- Required action: Go over the entries below line by line, copying each one that contains the word "margin".

[Data entries]

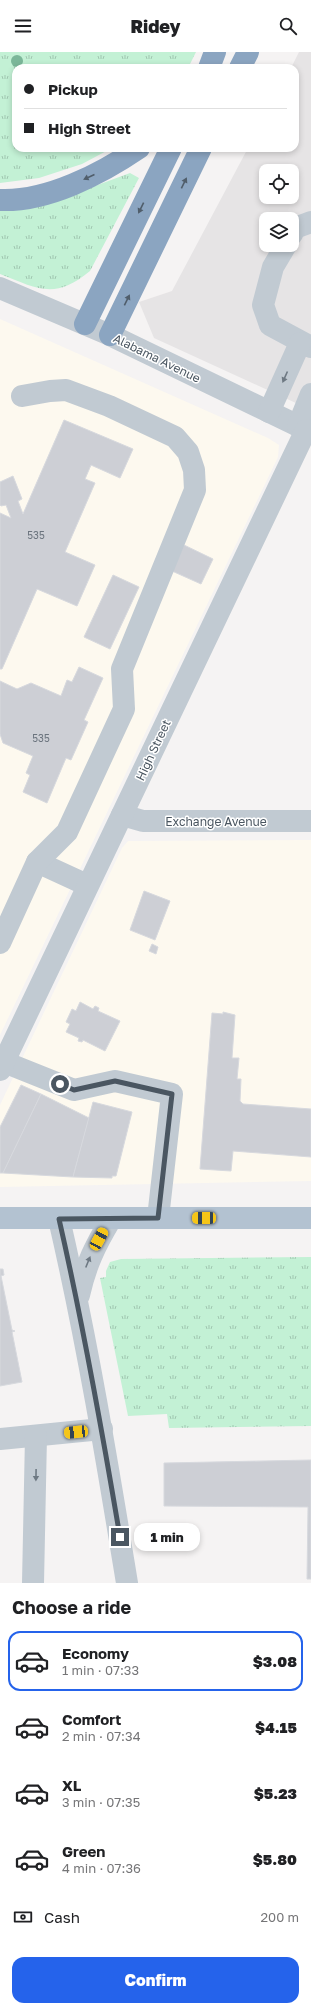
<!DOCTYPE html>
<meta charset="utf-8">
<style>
:root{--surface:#fff;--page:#f2f2f2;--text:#202124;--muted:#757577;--line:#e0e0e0;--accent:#2563eb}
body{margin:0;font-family:"Golos Text",sans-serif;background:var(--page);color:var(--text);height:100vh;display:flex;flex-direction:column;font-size:15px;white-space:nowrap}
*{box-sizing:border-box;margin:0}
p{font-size:13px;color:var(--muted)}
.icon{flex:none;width:22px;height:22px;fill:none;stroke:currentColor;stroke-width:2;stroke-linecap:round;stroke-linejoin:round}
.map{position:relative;height:1531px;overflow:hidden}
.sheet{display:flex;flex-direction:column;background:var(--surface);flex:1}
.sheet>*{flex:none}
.top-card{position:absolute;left:12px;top:12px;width:287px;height:88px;border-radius:12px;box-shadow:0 2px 6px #0003;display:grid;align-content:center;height:88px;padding:0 12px;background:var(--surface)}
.buttons{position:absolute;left:259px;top:112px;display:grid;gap:8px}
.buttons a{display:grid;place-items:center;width:40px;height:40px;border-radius:8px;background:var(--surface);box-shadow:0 2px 6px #0003;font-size:20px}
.end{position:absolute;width:18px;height:18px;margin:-9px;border:5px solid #4a5661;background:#fff;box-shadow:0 0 0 2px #fff}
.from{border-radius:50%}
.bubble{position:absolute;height:28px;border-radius:12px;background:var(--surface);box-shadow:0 2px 6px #0003;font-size:13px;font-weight:800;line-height:28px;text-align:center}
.car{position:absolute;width:12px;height:24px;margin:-12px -6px;border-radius:5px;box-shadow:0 0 3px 1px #0007;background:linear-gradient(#f5c518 24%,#345 0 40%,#f5c518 0 76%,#345 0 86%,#f5c518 0)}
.top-card b{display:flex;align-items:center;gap:14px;height:38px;font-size:15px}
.top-card b+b{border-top:1px solid var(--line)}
.top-card i{width:10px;height:10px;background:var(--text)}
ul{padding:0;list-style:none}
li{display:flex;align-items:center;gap:12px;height:60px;margin:0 8px 6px;padding:0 4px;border:2px solid transparent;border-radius:12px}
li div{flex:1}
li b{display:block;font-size:15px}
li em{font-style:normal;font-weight:800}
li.on{border-color:var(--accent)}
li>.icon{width:36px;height:36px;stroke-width:1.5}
h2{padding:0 12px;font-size:18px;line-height:48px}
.pay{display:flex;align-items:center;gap:10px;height:44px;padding:0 12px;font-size:15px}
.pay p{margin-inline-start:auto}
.cta{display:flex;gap:8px;margin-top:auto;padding:8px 12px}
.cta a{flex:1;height:46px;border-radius:12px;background:var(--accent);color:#fff;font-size:16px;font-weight:800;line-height:46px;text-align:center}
header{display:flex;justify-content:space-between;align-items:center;height:52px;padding:0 12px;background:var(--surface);font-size:18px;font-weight:800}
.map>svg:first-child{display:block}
.commercial{fill:#fdf9ef}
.education{fill:#e6e4e5;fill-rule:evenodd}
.grass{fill:url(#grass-tufts)}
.building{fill:#cdcfd5;stroke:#d7d9de}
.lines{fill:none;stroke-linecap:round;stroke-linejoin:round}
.minor{stroke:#c1cad2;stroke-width:22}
.major{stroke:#b3c2d1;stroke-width:22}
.highway{stroke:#8ba5c1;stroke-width:22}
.tree{fill:#7bb799}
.oneway{fill:#505e6b}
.oneway2{fill:#6e7983}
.route{stroke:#4a5661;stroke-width:5}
.labels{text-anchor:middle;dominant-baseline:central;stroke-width:3;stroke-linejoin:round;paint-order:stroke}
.number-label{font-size:10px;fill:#6b747e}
.street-label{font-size:12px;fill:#4a5661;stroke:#fff}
</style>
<header><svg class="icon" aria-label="menu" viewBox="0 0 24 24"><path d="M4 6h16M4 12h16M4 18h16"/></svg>Ridey<svg class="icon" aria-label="search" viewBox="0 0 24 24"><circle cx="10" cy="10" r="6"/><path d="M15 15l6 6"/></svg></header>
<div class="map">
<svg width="311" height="1531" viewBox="0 0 311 1531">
<defs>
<pattern id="grass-tufts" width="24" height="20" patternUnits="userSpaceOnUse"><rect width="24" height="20" fill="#c3f1d5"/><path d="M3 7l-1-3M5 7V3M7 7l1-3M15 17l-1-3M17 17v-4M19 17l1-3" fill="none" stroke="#a0c6b0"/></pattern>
</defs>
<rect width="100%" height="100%" fill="#f5f3f3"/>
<g class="commercial">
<path d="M0,267l268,119 11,7 -1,12 -278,578z"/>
<path d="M311,788v341l-311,6v-82l122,-257 6,-7z"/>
</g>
<path class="education" d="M299,0h12v358l-157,-72 -15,-36 33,-11 76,-143h47v-80h-4zM266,119h26v26h-26zM266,167h26v26h-26z"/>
<g class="grass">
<path d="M0,0h196l-8,16h-172v80h96l-30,16 -43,14 -39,5z"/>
<path d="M130,121l9,5 -49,93c-35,29 -52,18 -90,3v-64l57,-10z"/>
<path d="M311,1205v169l-142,2 -2,-14 -39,2 -28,-138 6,-1v-6l4,-9 11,-3z"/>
</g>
<g class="building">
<path d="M64,368l69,29 -13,29 -29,-13 -6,14 10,4 -30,69 30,13 -18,41 -40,-17 -35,80h-2v-156l11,5 -5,-13 -5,1 -1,-1v-23l13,-6 9,23 -4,2 5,13z"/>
<path d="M184,493l29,14 -12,25 -29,-13z"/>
<path d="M113,523l26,12 -29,62 -26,-12z"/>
<path d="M79,615l24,11 -19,42 4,2 -17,38 -5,-2 -19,45 -24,-11 7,-17 -4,-2 7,-17 -30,-13 -3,-9v-53l17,8 14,-6 30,13 6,-16 5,2z"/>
<path d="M144,839l26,10 -15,39 -25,-10z"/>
<path d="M152,892l6,3 -2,7 -7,-3z"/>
<path d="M80,950l13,7 2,-3 4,2 -1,3 22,10 -15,30 -22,-11 -1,2 -4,-1 1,-3 -13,-6 4,-8 -4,-2 6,-13 4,2z"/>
<path d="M223,960l12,3 -3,43h7l-2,21h4l-1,22 3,3 68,5v48l-78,-6 -2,20 -31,-2 12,-156 11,1z"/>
<path d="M21,1033l20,9 -38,79h-3v-46z"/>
<path d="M41,1042l48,24 -16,59 -70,-4z"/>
<path d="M93,1050l39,10 -16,64h-4v2l-39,-1z"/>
<path d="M0,1217h3l1,6 -3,1 11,54 3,1 -3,1 10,50 -22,4z"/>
<path d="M311,1408v119h-4l1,-72 -144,-1v-43z"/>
</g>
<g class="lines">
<g class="minor">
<path d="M292,182l3,-6 16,-6"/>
<path d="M286,193l-13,22 -10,38 7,20 41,22"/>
<path d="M0,236l110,47 201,97"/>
<path d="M269,360l31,-69"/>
<path d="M298,374l13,-32"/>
<path d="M122,763l21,6h168"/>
<path d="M37,810l50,23"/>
<path d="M0,891l37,-81 30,-30 57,-123 -2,-40 73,-179 -1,-20 -6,-18 -13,-15 -66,-31 -43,-16 -16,1 -28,5"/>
<path d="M4,1010l70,28 41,-9 57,13 -14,124"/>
<path d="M0,1018l306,-640"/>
<path d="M59,1167c28,121 48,242 68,364"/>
<path d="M79,1243c7,-31 16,-49 32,-76"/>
<path d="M0,1387l102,-10"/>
<path d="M33,1531l3,-147"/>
</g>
<path class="major" d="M0,1166h311"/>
<g class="highway">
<path d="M209,16l6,-16"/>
<path d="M240,16l8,-16"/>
<path d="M0,148c47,2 101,-26 139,-52"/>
<path d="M85,272l86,-176"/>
<path d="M110,283l91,-187"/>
</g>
</g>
<circle class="tree" cx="17" cy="9" r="6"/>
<defs><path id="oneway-solid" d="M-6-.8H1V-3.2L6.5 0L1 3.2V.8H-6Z"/></defs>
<g class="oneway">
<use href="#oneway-solid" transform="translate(89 125) rotate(156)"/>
<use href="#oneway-solid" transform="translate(184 131) rotate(-64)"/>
<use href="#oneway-solid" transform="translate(141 156) rotate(116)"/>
<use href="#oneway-solid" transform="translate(127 248) rotate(-64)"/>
</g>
<g class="oneway2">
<use href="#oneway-solid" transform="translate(285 325) rotate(114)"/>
<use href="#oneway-solid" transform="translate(88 1210) rotate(-68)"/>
<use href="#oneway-solid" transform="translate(36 1423) rotate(91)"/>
</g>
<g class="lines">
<path class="route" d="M60,1032l14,6 41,-9 57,13 -14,124 -99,1c24,105 43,211 61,318"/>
</g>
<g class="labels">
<g class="number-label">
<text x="36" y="483">535</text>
<text x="41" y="686">535</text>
</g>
<g class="street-label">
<text transform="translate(157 306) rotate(26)">Alabama Avenue</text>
<text transform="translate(153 698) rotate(-65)">High Street</text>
<text x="216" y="769">Exchange Avenue</text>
</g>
</g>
</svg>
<div class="buttons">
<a><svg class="icon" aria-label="locate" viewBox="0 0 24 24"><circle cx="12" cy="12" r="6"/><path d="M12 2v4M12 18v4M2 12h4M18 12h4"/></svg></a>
<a><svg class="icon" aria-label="layers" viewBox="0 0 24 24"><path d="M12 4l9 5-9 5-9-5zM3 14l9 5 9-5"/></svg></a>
</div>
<i class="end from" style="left:60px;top:1032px"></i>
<i class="end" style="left:120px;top:1485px"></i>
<div class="bubble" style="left:134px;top:1471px;width:66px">1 min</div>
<i class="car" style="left:204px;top:1166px;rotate:270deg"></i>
<i class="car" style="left:99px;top:1187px;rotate:29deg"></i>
<i class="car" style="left:76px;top:1380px;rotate:264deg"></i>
<div class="top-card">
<b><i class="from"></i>Pickup</b>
<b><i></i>High Street</b>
</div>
</div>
<section class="sheet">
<h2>Choose a ride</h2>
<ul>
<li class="on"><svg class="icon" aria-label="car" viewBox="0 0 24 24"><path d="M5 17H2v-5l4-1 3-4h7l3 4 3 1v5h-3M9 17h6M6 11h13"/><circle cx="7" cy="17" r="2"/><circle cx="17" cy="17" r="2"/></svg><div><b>Economy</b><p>1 min · 07:33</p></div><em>$3.08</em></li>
<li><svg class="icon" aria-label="car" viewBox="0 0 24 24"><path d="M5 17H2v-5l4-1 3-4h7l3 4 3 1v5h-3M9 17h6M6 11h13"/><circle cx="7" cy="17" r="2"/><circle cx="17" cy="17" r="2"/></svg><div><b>Comfort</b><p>2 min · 07:34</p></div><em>$4.15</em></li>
<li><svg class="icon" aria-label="car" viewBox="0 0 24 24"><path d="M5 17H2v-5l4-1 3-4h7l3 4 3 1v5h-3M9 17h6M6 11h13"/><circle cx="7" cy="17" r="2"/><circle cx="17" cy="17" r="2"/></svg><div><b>XL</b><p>3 min · 07:35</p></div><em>$5.23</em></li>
<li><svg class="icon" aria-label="car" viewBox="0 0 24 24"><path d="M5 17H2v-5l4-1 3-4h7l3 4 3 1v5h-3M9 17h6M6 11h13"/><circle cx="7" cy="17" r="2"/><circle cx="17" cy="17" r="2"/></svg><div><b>Green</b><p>4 min · 07:36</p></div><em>$5.80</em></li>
</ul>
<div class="pay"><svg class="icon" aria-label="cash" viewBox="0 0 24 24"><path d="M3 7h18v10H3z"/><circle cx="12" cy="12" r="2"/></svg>Cash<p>200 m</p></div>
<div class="cta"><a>Confirm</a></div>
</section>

- Exercise output:
body{margin:0;font-family:"Golos Text",sans-serif;background:var(--page);color:var(--text);height:100vh;display:flex;flex-direction:column;font-size:15px;white-space:nowrap}
*{box-sizing:border-box;margin:0}
.end{position:absolute;width:18px;height:18px;margin:-9px;border:5px solid #4a5661;background:#fff;box-shadow:0 0 0 2px #fff}
.car{position:absolute;width:12px;height:24px;margin:-12px -6px;border-radius:5px;box-shadow:0 0 3px 1px #0007;background:linear-gradient(#f5c518 24%,#345 0 40%,#f5c518 0 76%,#345 0 86%,#f5c518 0)}
li{display:flex;align-items:center;gap:12px;height:60px;margin:0 8px 6px;padding:0 4px;border:2px solid transparent;border-radius:12px}
.pay p{margin-inline-start:auto}
.cta{display:flex;gap:8px;margin-top:auto;padding:8px 12px}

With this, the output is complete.